RECORDED INFORMATION
* * * * * * * * *

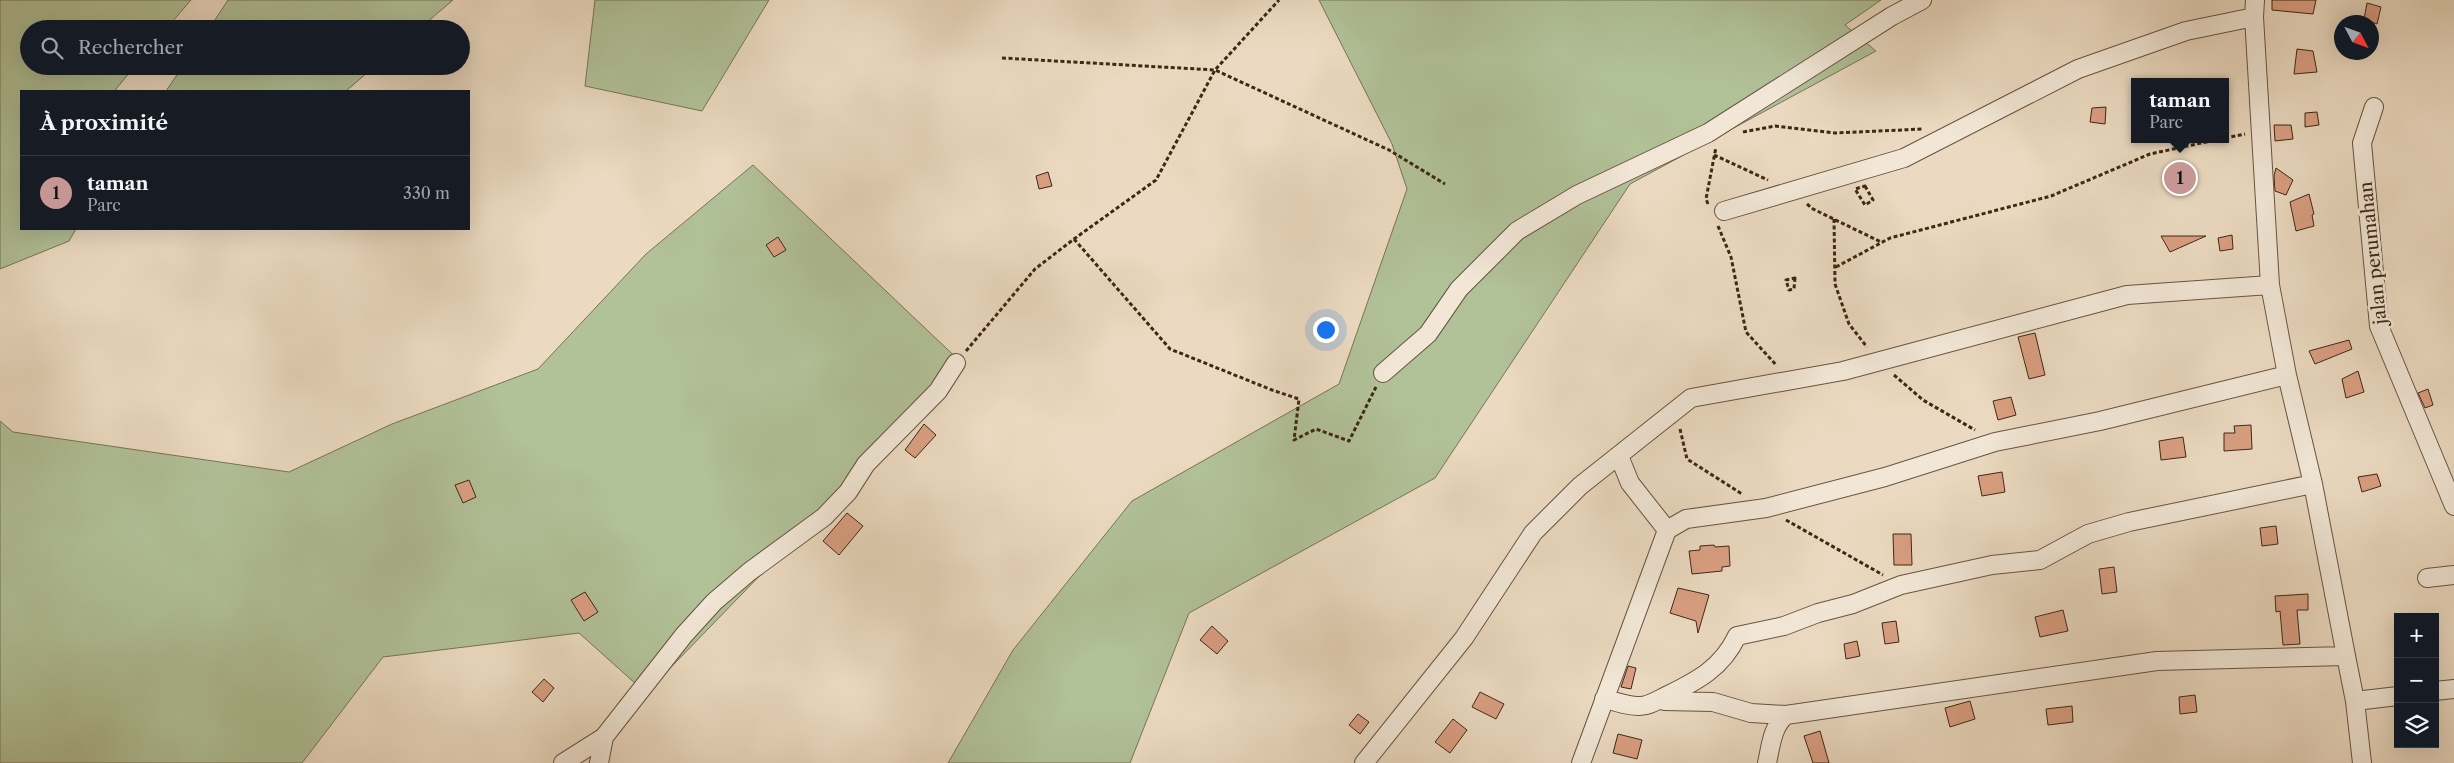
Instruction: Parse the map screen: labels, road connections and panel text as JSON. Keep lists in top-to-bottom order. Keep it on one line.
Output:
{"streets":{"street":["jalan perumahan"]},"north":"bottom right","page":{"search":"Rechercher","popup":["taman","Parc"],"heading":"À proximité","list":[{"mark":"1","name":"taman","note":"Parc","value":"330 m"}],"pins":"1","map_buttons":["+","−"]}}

* * * * * * * * *

Each line of the listing above must be given again exactly; the pictures are to be left out.

RESPONSE AREA
Instruction: Parse the map screen: labels, road connections and panel text as JSON. Keep lists in top-to-bottom order. Keep it on one line.
Output:
{"streets":{"street":["jalan perumahan"]},"north":"bottom right","page":{"search":"Rechercher","popup":["taman","Parc"],"heading":"À proximité","list":[{"mark":"1","name":"taman","note":"Parc","value":"330 m"}],"pins":"1","map_buttons":["+","−"]}}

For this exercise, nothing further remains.